2.       A global metadata repository that shows not only what data was out there, anywhere, but also the relationships between the data in various data stores;

3.       A common format across any and all data types that allows DV when it combines the data to present to the end user the relationships between the data, not just differing formats side by side.

And that has been the core of DV's value proposition. But not the whole story. Because, by definition, data virtualization aims to be (to stretch a much-abused word) "agile." That is, its ongoing value lies in its ability to keep pace with the proliferating number of data types out there in the world. A data warehouse, or a file system, achieves performance above all by refining its ability to process a particular type of data. DV piggybacks on this performance, but focuses on its own performance improvements in combining data types where the existing database has not done so. Over time, the "rich have become richer": the gap between what's stored in a data warehouse and a zettabyte's worth of a wide array of other data types stored all over the world has become ever wider, and DV continues to bridge that gap and assemble a richer and richer set of combined data and metadata.

But that is by no means the only DV value delivery that has surfaced since it arrived, because it turns out that data virtualization is a superb "Swiss army knife." You can take any of the three technologies I cited above and use it for other purposes, as well, simultaneously. You can combine DV as a whole with other infrastructure software, especially data management software, and create a full enterprise database architecture or global data architecture that makes everything look like it's in one consistent, real-time-data-available "virtual" database, complete with common XQuery data access. Here are a few more cute things you can do, with some tweaking:

·         Data discovery – discover all the data you didn't know you had in your enterprise, and store their relationships in your very own global metadata repository;

·         Master data management (MDM) – store at least some of the combined common-format data in a permanent data store;

·         Real-time beyond-warehouse business intelligence – combine queries of data types not in the data warehouse, or stuff not yet in the data warehouse, with data warehouse queries;

·         Merge corporate data as you merge corporations, immediately, without having to try to physically move and merge the databases and all their applications;

·         And, of course, relate social media Big Data to data warehouse data without the major risks of downtime, poor performance, and inaccurate data that come with trying to move the Big Data into the data warehouse.

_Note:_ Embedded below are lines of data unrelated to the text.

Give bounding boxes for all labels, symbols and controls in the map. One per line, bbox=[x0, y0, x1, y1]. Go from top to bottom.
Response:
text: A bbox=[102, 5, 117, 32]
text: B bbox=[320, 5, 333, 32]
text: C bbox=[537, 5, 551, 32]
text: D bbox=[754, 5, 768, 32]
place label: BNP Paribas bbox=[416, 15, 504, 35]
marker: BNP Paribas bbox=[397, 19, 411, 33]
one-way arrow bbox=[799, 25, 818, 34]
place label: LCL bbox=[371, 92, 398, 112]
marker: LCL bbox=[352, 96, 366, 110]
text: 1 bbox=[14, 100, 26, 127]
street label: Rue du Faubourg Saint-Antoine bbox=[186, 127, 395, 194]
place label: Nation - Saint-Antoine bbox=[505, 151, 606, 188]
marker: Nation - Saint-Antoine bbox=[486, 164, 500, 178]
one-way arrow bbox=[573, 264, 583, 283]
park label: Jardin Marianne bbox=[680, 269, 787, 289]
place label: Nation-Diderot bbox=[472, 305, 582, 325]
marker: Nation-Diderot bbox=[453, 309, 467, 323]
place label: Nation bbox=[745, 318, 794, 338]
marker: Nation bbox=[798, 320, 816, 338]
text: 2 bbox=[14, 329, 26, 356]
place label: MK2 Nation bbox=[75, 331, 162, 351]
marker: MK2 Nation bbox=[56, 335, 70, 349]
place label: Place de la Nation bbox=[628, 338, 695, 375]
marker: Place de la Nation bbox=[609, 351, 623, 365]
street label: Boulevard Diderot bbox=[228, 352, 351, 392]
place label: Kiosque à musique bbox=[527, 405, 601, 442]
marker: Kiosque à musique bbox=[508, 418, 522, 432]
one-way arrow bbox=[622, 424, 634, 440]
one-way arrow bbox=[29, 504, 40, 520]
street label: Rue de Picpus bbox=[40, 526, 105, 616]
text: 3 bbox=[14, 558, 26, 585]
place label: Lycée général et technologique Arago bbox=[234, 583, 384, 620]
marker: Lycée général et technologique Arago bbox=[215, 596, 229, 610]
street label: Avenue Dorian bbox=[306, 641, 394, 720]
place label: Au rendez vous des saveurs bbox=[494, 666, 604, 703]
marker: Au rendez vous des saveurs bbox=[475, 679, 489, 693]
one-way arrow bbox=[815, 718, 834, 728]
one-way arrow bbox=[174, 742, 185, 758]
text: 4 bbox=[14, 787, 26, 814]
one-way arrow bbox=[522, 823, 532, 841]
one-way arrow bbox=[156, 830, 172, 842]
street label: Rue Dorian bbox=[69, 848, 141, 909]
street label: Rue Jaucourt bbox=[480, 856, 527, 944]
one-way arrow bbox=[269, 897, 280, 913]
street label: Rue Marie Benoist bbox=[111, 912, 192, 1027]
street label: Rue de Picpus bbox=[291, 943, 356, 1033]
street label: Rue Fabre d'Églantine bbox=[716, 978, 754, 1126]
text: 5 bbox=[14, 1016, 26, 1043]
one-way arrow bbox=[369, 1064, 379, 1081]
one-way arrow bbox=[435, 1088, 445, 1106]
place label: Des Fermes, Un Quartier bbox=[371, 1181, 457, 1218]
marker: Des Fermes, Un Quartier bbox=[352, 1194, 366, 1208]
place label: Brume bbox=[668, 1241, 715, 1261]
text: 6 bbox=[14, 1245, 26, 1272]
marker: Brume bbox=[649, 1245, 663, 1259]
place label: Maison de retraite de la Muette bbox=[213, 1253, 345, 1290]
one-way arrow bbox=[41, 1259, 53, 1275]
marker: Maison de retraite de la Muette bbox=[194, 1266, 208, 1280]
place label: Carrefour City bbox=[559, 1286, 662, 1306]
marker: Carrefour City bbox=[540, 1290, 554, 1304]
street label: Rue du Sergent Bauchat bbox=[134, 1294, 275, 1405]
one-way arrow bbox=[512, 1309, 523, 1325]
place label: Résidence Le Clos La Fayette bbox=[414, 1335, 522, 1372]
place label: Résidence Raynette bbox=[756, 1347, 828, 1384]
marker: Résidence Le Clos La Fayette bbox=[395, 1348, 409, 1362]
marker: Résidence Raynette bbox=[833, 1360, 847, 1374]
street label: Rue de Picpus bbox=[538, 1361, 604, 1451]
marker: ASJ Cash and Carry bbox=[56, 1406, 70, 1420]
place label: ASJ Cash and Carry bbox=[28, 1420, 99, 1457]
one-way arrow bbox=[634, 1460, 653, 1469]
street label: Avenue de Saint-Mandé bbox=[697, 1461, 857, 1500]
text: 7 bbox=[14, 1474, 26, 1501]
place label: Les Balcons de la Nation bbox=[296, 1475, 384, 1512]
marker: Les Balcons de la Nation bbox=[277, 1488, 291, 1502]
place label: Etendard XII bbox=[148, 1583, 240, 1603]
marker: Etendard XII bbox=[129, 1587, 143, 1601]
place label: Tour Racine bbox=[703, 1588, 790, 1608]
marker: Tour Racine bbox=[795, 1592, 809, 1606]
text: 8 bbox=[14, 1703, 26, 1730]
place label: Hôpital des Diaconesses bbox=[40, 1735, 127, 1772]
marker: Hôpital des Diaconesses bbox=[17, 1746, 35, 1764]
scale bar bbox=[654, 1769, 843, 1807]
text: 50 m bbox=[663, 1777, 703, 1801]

This last, of course, is what data virtualization vendor products such as Composite Software's Composite Information Server 6 are now offering. The rest is the bulk of actual uses of data virtualization, because vendors such as IBM put their DV technology inside their MDM, BI, "information server", "global metadata repository", and "data integration" solutions.

Now we come to the confusion about definitions. Originally, data virtualization was called "Enterprise Information Integration" – actually, a better description of its full capabilities, although it failed to capture the ability to access the data in real time. Over time, most of the original DV companies were bought by large infrastructure-software vendors, who continue to offer their products as standalones but whose major sales are as part of larger products – for example, Metamatrix to Red Hat, or Venetica to IBM. Then, when virtualization became the rage, other, smaller DV companies like Composite Software or Denodo Technologies were able to point out that, as noted above, data virtualization technology lets you mimic one gigantic "virtual" database, and EII was successfully re-christened as Data Virtualization. As you can see from the above, calling it data virtualization is completely justified by what DV technology does; but it can do much more.

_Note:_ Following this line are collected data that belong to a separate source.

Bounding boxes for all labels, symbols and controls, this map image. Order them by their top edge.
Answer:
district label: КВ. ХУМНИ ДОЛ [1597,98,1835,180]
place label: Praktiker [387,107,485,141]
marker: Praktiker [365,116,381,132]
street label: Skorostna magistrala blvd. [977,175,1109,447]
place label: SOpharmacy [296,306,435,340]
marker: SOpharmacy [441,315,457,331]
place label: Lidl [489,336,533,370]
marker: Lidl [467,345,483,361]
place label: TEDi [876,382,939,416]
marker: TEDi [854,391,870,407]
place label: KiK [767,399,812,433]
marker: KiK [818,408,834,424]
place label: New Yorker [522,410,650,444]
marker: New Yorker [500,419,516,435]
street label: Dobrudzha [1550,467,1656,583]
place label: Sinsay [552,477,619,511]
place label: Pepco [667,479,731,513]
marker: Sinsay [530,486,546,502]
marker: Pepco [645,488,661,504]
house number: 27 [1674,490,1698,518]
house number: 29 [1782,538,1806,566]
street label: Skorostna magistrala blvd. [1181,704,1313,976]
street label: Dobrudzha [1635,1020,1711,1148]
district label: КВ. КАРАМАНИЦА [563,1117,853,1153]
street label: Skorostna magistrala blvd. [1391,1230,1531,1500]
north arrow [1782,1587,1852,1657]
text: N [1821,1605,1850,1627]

And that is why saying "EII failed in the market" is a joke. Because if you have an MDM solution, DV technology is there. If you have real-time business intelligence that can reach data outside of the data warehouse, DV technology is there. And, of course, over the years, endless DV "projects" have accumulated inside large and medium-sized enterprises and in government. The DV vendors you see are the tip of the iceberg. Data virtualization is everywhere.

Page 2: Social media mining and data warehouses

Wayne Kernochan of Infostructure Associates has been an IT industry analyst focused on infrastructure software for more than 20 years.

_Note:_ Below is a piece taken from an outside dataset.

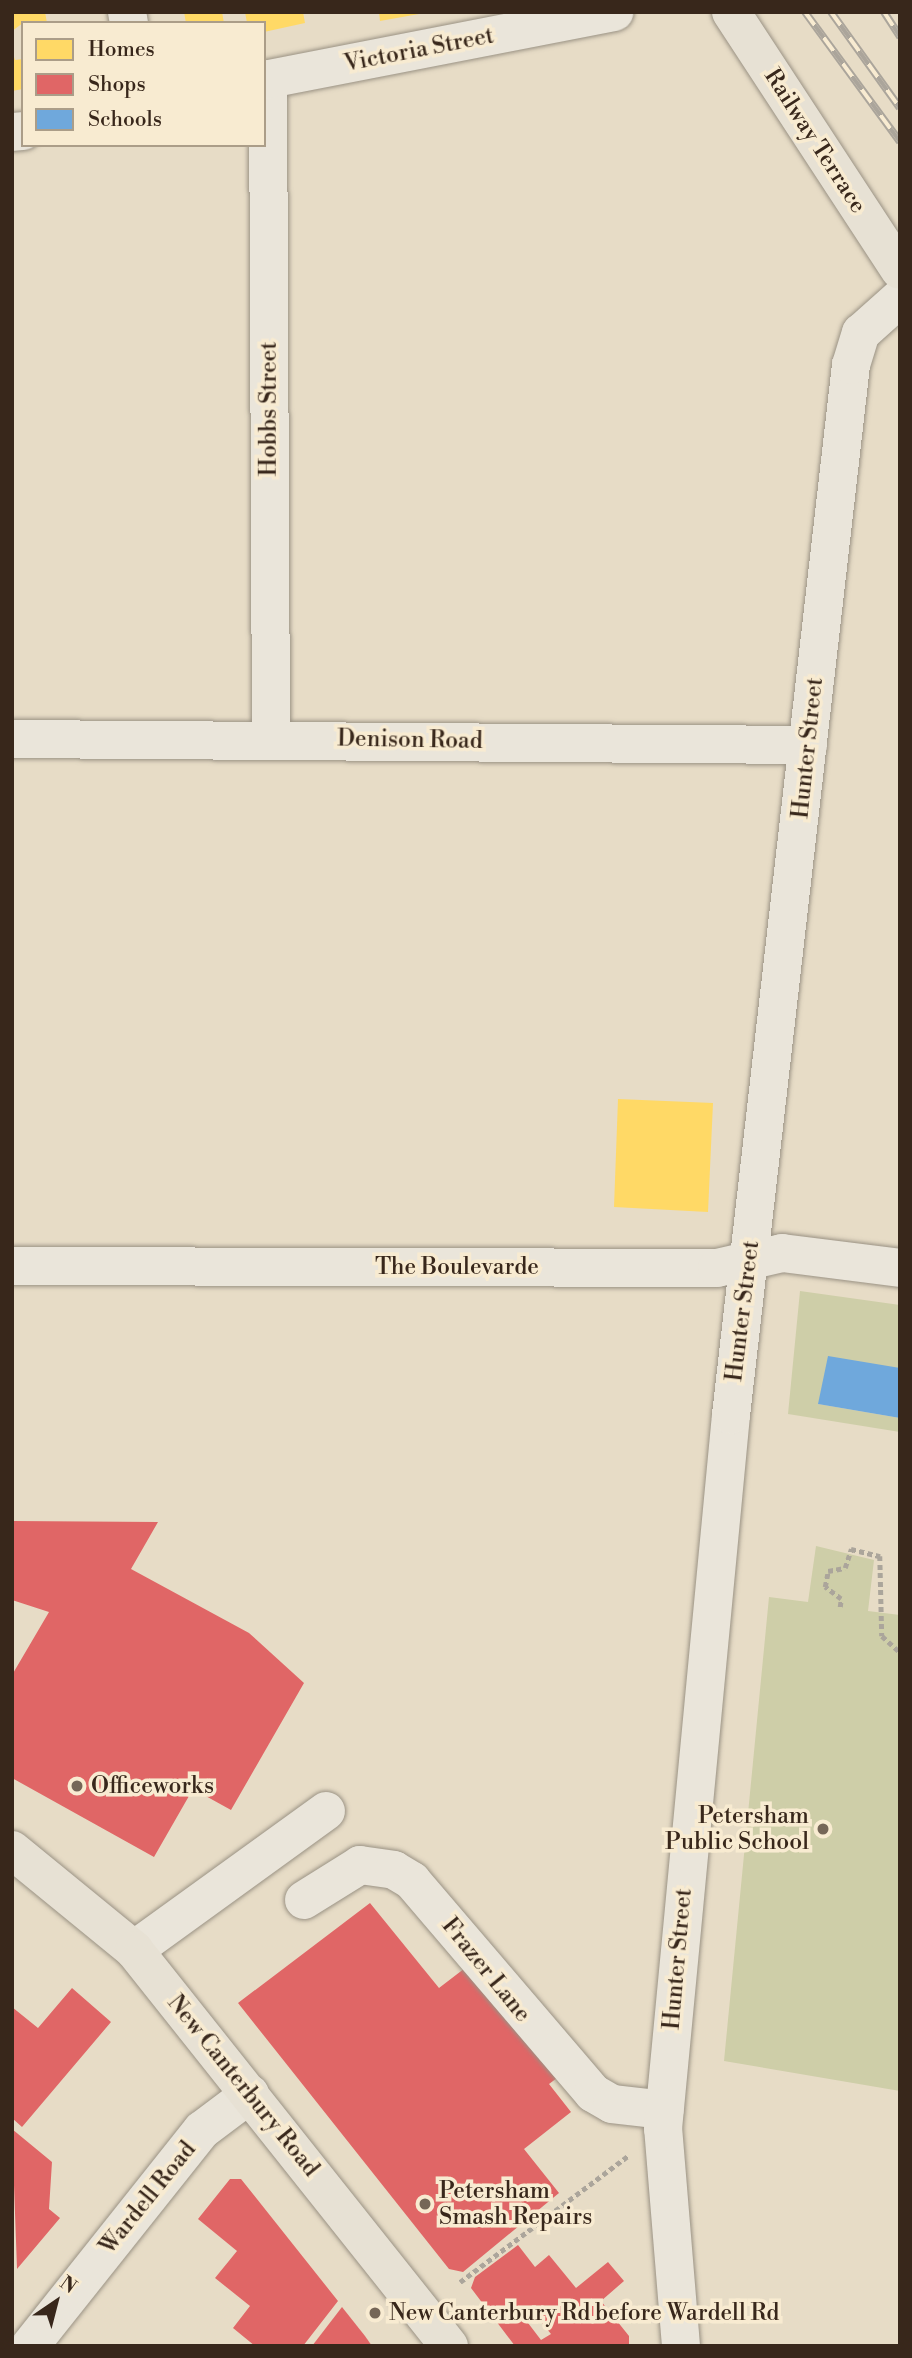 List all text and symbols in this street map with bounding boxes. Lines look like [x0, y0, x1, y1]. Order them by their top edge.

There's also a lot of confusion out there about data integration, Enterprise Application Integration (EAI), and ETL (Extract, Transform, Load) tools. Loosely speaking, DV, ETL, and EAI all perform data integration, or the combination of data from different data sources. But data virtualization delivers the combined data in real time, and gives you the choice of whether to put the combined data in a physical data store or not. EAI allows users to exchange data between their enterprise apps' data stores, without trying to keep these apps' data in sync by real-time exchange. ETL takes relational data from multiple data sources, puts it in the format of the data warehouse, cleanses it, and bulk loads it into the warehouse's data store, with a significant delay between the time it arrives at the data source and the time it arrives in the data warehouse – often a day or more. So the key differences are:

  • Data virtualization is real-time;
  • DV handles a wide variety of data types; and
  • DV gives you the choice of storing the combined data or not.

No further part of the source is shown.